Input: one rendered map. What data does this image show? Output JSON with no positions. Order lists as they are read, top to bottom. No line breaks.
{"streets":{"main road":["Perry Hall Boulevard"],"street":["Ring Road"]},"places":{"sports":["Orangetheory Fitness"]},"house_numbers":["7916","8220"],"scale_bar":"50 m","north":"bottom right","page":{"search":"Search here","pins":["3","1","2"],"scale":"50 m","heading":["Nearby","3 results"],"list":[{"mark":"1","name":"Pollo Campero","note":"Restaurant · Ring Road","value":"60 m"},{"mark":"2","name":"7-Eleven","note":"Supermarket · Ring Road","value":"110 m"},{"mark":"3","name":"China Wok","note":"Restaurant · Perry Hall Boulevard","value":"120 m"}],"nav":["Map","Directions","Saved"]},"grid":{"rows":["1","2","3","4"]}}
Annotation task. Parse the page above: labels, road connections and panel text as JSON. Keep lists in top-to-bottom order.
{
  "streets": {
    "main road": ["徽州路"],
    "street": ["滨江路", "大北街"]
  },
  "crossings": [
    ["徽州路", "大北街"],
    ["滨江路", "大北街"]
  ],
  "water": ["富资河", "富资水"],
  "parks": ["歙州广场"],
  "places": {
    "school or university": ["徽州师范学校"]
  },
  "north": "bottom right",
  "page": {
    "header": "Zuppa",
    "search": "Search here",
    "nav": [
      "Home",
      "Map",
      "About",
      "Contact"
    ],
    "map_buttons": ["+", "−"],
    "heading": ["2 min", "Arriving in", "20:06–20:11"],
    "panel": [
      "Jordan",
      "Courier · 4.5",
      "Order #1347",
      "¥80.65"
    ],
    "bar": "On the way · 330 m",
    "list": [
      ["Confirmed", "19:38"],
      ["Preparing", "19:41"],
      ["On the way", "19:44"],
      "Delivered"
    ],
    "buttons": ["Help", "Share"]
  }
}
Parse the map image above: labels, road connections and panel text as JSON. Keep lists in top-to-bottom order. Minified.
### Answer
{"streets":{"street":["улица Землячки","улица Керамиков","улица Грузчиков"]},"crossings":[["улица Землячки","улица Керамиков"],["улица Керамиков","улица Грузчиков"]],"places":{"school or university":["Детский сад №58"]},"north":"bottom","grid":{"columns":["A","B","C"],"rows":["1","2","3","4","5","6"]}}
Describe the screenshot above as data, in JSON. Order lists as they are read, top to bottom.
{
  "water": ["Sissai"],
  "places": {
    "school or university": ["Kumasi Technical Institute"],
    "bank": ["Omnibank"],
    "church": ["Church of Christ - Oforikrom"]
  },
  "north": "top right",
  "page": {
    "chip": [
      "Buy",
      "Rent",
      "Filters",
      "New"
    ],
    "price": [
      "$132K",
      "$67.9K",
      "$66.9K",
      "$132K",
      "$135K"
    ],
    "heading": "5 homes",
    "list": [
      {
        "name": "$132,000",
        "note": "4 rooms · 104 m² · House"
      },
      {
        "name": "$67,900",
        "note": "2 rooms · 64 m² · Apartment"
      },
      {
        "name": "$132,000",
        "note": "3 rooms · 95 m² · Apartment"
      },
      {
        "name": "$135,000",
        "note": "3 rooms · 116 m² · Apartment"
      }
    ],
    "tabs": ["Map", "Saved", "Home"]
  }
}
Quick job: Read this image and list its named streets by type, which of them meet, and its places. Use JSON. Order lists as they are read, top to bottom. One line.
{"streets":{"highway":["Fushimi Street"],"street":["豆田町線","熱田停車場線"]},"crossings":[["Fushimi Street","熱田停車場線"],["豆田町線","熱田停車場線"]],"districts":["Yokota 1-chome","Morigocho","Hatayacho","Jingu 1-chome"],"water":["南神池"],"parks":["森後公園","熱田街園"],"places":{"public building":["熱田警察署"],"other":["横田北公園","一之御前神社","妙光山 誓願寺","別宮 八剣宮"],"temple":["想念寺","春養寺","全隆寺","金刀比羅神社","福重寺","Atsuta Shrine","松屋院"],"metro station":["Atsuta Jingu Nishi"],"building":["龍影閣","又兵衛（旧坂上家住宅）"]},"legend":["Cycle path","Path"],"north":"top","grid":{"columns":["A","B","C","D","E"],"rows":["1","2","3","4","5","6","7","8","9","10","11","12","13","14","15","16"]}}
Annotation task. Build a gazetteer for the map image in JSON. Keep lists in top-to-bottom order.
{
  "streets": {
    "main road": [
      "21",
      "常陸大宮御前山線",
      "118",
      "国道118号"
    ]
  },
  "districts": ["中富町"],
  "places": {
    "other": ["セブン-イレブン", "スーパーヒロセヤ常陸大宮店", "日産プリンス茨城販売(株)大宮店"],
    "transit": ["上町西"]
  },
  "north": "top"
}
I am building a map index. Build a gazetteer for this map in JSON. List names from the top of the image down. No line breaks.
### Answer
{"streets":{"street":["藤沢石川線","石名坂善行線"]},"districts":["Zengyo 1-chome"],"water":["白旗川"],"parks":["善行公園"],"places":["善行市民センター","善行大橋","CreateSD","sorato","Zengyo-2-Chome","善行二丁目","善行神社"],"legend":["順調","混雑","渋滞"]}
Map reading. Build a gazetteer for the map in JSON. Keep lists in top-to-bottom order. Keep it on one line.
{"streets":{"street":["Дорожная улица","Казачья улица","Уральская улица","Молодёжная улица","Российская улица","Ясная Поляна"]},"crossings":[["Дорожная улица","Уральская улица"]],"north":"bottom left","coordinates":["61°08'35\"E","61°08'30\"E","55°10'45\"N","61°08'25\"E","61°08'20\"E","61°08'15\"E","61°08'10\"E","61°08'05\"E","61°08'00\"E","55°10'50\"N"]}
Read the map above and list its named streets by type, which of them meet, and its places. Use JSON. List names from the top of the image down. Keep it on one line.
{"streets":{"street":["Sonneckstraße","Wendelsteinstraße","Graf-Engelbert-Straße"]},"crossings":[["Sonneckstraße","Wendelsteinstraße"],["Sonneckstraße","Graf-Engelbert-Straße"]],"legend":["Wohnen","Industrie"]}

* **Exercise prompt**
From the first line to the last, return the data above exactly.

* **Task result**
Input: one rendered map. What data does this image show? Output JSON with no positions. Order lists as they are read, top to bottom. No line breaks.
{"streets":{"main road":["Perry Hall Boulevard"],"street":["Ring Road"]},"places":{"sports":["Orangetheory Fitness"]},"house_numbers":["7916","8220"],"scale_bar":"50 m","north":"bottom right","page":{"search":"Search here","pins":["3","1","2"],"scale":"50 m","heading":["Nearby","3 results"],"list":[{"mark":"1","name":"Pollo Campero","note":"Restaurant · Ring Road","value":"60 m"},{"mark":"2","name":"7-Eleven","note":"Supermarket · Ring Road","value":"110 m"},{"mark":"3","name":"China Wok","note":"Restaurant · Perry Hall Boulevard","value":"120 m"}],"nav":["Map","Directions","Saved"]},"grid":{"rows":["1","2","3","4"]}}
Annotation task. Parse the page above: labels, road connections and panel text as JSON. Keep lists in top-to-bottom order.
{
  "streets": {
    "main road": ["徽州路"],
    "street": ["滨江路", "大北街"]
  },
  "crossings": [
    ["徽州路", "大北街"],
    ["滨江路", "大北街"]
  ],
  "water": ["富资河", "富资水"],
  "parks": ["歙州广场"],
  "places": {
    "school or university": ["徽州师范学校"]
  },
  "north": "bottom right",
  "page": {
    "header": "Zuppa",
    "search": "Search here",
    "nav": [
      "Home",
      "Map",
      "About",
      "Contact"
    ],
    "map_buttons": ["+", "−"],
    "heading": ["2 min", "Arriving in", "20:06–20:11"],
    "panel": [
      "Jordan",
      "Courier · 4.5",
      "Order #1347",
      "¥80.65"
    ],
    "bar": "On the way · 330 m",
    "list": [
      ["Confirmed", "19:38"],
      ["Preparing", "19:41"],
      ["On the way", "19:44"],
      "Delivered"
    ],
    "buttons": ["Help", "Share"]
  }
}
Parse the map image above: labels, road connections and panel text as JSON. Keep lists in top-to-bottom order. Minified.
### Answer
{"streets":{"street":["улица Землячки","улица Керамиков","улица Грузчиков"]},"crossings":[["улица Землячки","улица Керамиков"],["улица Керамиков","улица Грузчиков"]],"places":{"school or university":["Детский сад №58"]},"north":"bottom","grid":{"columns":["A","B","C"],"rows":["1","2","3","4","5","6"]}}
Describe the screenshot above as data, in JSON. Order lists as they are read, top to bottom.
{
  "water": ["Sissai"],
  "places": {
    "school or university": ["Kumasi Technical Institute"],
    "bank": ["Omnibank"],
    "church": ["Church of Christ - Oforikrom"]
  },
  "north": "top right",
  "page": {
    "chip": [
      "Buy",
      "Rent",
      "Filters",
      "New"
    ],
    "price": [
      "$132K",
      "$67.9K",
      "$66.9K",
      "$132K",
      "$135K"
    ],
    "heading": "5 homes",
    "list": [
      {
        "name": "$132,000",
        "note": "4 rooms · 104 m² · House"
      },
      {
        "name": "$67,900",
        "note": "2 rooms · 64 m² · Apartment"
      },
      {
        "name": "$132,000",
        "note": "3 rooms · 95 m² · Apartment"
      },
      {
        "name": "$135,000",
        "note": "3 rooms · 116 m² · Apartment"
      }
    ],
    "tabs": ["Map", "Saved", "Home"]
  }
}
Quick job: Read this image and list its named streets by type, which of them meet, and its places. Use JSON. Order lists as they are read, top to bottom. One line.
{"streets":{"highway":["Fushimi Street"],"street":["豆田町線","熱田停車場線"]},"crossings":[["Fushimi Street","熱田停車場線"],["豆田町線","熱田停車場線"]],"districts":["Yokota 1-chome","Morigocho","Hatayacho","Jingu 1-chome"],"water":["南神池"],"parks":["森後公園","熱田街園"],"places":{"public building":["熱田警察署"],"other":["横田北公園","一之御前神社","妙光山 誓願寺","別宮 八剣宮"],"temple":["想念寺","春養寺","全隆寺","金刀比羅神社","福重寺","Atsuta Shrine","松屋院"],"metro station":["Atsuta Jingu Nishi"],"building":["龍影閣","又兵衛（旧坂上家住宅）"]},"legend":["Cycle path","Path"],"north":"top","grid":{"columns":["A","B","C","D","E"],"rows":["1","2","3","4","5","6","7","8","9","10","11","12","13","14","15","16"]}}
Annotation task. Build a gazetteer for the map image in JSON. Keep lists in top-to-bottom order.
{
  "streets": {
    "main road": [
      "21",
      "常陸大宮御前山線",
      "118",
      "国道118号"
    ]
  },
  "districts": ["中富町"],
  "places": {
    "other": ["セブン-イレブン", "スーパーヒロセヤ常陸大宮店", "日産プリンス茨城販売(株)大宮店"],
    "transit": ["上町西"]
  },
  "north": "top"
}
I am building a map index. Build a gazetteer for this map in JSON. List names from the top of the image down. No line breaks.
### Answer
{"streets":{"street":["藤沢石川線","石名坂善行線"]},"districts":["Zengyo 1-chome"],"water":["白旗川"],"parks":["善行公園"],"places":["善行市民センター","善行大橋","CreateSD","sorato","Zengyo-2-Chome","善行二丁目","善行神社"],"legend":["順調","混雑","渋滞"]}
Map reading. Build a gazetteer for the map in JSON. Keep lists in top-to-bottom order. Keep it on one line.
{"streets":{"street":["Дорожная улица","Казачья улица","Уральская улица","Молодёжная улица","Российская улица","Ясная Поляна"]},"crossings":[["Дорожная улица","Уральская улица"]],"north":"bottom left","coordinates":["61°08'35\"E","61°08'30\"E","55°10'45\"N","61°08'25\"E","61°08'20\"E","61°08'15\"E","61°08'10\"E","61°08'05\"E","61°08'00\"E","55°10'50\"N"]}
Read the map above and list its named streets by type, which of them meet, and its places. Use JSON. List names from the top of the image down. Keep it on one line.
{"streets":{"street":["Sonneckstraße","Wendelsteinstraße","Graf-Engelbert-Straße"]},"crossings":[["Sonneckstraße","Wendelsteinstraße"],["Sonneckstraße","Graf-Engelbert-Straße"]],"legend":["Wohnen","Industrie"]}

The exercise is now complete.